Results 1 to 3 of 3

Thread: [VB6] An ADO "PutString" function

  1. #1

    Thread Starter
    PowerPoster
    Join Date
    Feb 2006
    Posts
    24,482

    Post [VB6] An ADO "PutString" function

    Normally we can use tools like Jet's Text IISAM to import delimited text. But sometimes our delimited text might not be in a file. Perhaps we received it from a web service or a TCP connection or something, and we don't want to take the step of writing the data to disk just to turn around and import it into our database.

    The ADO Recordset has a GetString method that can be used to convert its contents to a delimited text String value fairly easily. If only we had an inverse function, a sort of PutString we could used?


    PutString

    Here is a function that does just that. It takes care of parsing the delimited columns and rows and posts these to a database table using an append-only cursor Recordset.

    All of this seems pretty well optimized, though with effort you might squeeze out another millisecond or two.
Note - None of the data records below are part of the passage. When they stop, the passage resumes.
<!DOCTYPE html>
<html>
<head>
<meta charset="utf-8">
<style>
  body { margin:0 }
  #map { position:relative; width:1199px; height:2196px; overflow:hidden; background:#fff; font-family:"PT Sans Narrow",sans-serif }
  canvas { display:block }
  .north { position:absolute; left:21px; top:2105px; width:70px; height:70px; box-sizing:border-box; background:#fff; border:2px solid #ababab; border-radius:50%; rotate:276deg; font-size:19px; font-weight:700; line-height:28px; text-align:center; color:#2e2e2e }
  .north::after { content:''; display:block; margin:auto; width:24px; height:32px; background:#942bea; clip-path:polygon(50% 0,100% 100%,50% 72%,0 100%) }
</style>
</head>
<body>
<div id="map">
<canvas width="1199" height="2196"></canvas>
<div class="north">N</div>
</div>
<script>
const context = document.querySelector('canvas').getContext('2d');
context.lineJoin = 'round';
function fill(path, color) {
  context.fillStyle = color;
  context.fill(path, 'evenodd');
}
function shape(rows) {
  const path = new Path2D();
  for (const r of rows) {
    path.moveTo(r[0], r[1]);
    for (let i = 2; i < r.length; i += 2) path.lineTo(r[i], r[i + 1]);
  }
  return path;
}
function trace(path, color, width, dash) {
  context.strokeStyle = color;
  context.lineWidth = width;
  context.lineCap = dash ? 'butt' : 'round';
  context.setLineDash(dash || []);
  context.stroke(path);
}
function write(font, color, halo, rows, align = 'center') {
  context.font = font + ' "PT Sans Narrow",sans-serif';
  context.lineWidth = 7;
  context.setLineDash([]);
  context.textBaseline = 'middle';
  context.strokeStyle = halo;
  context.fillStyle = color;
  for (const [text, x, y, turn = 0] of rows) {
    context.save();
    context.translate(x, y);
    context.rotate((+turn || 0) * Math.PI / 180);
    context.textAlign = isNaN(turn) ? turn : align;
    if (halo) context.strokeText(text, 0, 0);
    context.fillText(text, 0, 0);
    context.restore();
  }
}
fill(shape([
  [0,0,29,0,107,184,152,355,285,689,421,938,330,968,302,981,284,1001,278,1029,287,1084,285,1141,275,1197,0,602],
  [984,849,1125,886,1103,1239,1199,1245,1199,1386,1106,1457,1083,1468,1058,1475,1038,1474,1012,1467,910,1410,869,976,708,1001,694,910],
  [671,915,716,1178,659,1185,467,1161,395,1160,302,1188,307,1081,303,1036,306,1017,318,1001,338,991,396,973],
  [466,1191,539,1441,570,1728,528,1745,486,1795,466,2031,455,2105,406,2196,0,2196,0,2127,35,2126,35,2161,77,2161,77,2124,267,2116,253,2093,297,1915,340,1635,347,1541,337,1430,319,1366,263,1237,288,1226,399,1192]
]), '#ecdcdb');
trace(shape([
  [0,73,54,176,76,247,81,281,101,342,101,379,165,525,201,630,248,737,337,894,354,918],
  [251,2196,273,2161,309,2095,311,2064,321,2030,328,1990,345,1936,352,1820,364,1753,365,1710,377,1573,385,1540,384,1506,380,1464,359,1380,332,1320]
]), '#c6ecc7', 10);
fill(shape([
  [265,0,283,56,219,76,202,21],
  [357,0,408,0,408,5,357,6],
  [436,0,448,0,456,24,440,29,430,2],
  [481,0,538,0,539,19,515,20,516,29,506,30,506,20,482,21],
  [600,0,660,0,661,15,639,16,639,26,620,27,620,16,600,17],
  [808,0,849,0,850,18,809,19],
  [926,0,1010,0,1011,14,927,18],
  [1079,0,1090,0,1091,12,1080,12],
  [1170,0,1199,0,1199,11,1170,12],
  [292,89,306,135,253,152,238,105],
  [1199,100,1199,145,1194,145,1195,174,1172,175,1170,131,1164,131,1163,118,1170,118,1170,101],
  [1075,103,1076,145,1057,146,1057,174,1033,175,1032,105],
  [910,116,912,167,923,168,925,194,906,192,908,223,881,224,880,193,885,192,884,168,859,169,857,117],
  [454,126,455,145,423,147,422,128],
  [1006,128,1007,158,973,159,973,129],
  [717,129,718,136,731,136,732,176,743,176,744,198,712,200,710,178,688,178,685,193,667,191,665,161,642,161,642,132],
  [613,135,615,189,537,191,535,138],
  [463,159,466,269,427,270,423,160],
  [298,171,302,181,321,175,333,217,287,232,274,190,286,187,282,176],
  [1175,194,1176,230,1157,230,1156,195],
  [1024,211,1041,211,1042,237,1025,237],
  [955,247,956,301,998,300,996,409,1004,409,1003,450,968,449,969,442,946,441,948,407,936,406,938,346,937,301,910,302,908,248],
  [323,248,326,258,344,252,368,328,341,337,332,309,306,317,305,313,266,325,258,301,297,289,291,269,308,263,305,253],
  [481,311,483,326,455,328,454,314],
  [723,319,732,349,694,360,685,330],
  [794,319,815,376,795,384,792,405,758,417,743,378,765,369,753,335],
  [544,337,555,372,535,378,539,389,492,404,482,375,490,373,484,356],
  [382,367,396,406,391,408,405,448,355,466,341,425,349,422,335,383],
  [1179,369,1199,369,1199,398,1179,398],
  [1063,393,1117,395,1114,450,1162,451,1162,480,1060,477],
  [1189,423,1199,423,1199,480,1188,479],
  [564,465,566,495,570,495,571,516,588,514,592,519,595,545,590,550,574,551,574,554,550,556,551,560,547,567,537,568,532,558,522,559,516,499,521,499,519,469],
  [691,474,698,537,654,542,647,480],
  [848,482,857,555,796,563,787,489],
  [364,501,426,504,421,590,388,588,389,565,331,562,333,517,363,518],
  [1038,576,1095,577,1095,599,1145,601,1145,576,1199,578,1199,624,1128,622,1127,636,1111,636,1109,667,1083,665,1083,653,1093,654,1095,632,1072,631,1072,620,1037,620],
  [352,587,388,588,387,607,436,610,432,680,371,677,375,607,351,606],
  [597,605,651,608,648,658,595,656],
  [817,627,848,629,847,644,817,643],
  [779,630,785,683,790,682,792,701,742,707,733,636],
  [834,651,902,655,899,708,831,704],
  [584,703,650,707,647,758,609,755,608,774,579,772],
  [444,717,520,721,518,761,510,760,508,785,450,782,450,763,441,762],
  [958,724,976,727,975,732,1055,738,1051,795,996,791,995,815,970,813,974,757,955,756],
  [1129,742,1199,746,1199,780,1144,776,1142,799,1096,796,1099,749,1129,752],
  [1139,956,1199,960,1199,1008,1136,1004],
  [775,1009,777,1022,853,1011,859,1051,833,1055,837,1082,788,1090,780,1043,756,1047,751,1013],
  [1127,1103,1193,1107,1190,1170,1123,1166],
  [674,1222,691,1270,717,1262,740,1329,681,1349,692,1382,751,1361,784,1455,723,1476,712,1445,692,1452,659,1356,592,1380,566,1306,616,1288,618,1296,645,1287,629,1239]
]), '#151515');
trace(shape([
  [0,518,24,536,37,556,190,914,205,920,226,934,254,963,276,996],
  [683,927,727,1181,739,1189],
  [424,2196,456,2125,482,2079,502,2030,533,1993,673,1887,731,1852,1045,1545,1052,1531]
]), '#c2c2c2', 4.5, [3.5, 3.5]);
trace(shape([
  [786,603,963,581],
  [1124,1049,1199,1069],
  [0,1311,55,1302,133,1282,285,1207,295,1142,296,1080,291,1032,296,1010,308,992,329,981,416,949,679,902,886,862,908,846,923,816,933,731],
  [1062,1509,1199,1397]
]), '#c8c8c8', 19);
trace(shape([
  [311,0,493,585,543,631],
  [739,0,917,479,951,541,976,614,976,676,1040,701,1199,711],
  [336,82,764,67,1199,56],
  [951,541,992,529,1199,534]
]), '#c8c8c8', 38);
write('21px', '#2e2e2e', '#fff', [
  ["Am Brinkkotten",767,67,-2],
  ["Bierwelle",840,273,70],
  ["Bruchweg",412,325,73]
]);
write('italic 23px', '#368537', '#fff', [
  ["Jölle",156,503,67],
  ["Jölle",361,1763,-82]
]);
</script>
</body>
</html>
The commonly advocated "split the splits" approach is far slower than this logic:

    Code:
    Private Function PutString( _
        ByRef StringData As String, _
        ByVal Connection As ADODB.Connection, _
        ByVal TableName As String, _
        ByVal ColumnIds As Variant, _
        Optional ByVal ColumnDelimiter As String = vbTab, _
        Optional ByVal RowDelimiter As String = vbCr, _
        Optional ByVal NullExpr As Variant = vbNullString) As Long
        'A sort of "inverse analog" of the ADO Recordset's GetString() method.
        '
        'Returns count of rows added.
    
        Dim SaveCursorLocation As CursorLocationEnum
        Dim RS As ADODB.Recordset
        Dim ColumnStart As Long
        Dim ColumnLength As Long
        Dim ColumnValues() As Variant
        Dim Pos As Long
        Dim NewPos As Long
        Dim RowLimit As Long
        Dim I As Long
        Dim AtRowEnd As Boolean
    
        If (VarType(ColumnIds) And vbArray) = 0 Then Err.Raise 5 'Invalid procedure call or argument.
    
        SaveCursorLocation = Connection.CursorLocation
        Connection.CursorLocation = adUseServer 'Required to create this fast-append Recordset:
        With New ADODB.Command
            Set .ActiveConnection = Connection
            .CommandType = adCmdTable
            .CommandText = TableName
            .Properties![Append-Only Rowset] = True
            .Properties![Own Changes Visible] = False       'Doesn't matter when using exclusive access.
            .Properties![Others' Changes Visible] = False   'Doesn't matter when using exclusive access.
            Set RS = .Execute()
        End With
        Connection.CursorLocation = SaveCursorLocation
    
        ReDim ColumnValues(UBound(ColumnIds))
        Pos = 1
        Do
            RowLimit = InStr(Pos, StringData, RowDelimiter)
            If RowLimit = 0 Then RowLimit = Len(StringData) + 1
            I = 0
            AtRowEnd = False
            Do
                ColumnStart = Pos
                NewPos = InStr(Pos, StringData, ColumnDelimiter)
                If NewPos = 0 Or NewPos > RowLimit Then
                    Pos = InStr(Pos, StringData, RowDelimiter)
                    ColumnLength = RowLimit - ColumnStart
                    If Pos <> 0 Then
                        Pos = Pos + Len(RowDelimiter)
                        'Auto-handle CrLf when RowDelimiter is vbCr.  GetString()
                        'itself defaults to vbCr as the RowDelimiter.  Some software
                        'strangely enough will use a mix of vbCr and vbCrLf:
                        If RowDelimiter = vbCr Then
                            If Mid$(StringData, Pos, 1) = vbLf Then Pos = Pos + 1
                        End If
                    End If
                    AtRowEnd = True
                Else
                    Pos = NewPos
                    ColumnLength = Pos - ColumnStart
                    Pos = Pos + Len(ColumnDelimiter)
                End If
                ColumnValues(I) = Trim$(Mid$(StringData, ColumnStart, ColumnLength))
                If Not IsMissing(NullExpr) Then
                    If ColumnValues(I) = NullExpr Then ColumnValues(I) = Null
                End If
                I = I + 1
            Loop Until AtRowEnd
            RS.AddNew ColumnIds, ColumnValues
            PutString = PutString + 1
        Loop Until Pos = 0 Or Pos > Len(StringData)
    End Function

    Demo

    PutString is contained in the attached demo within Module1.bas.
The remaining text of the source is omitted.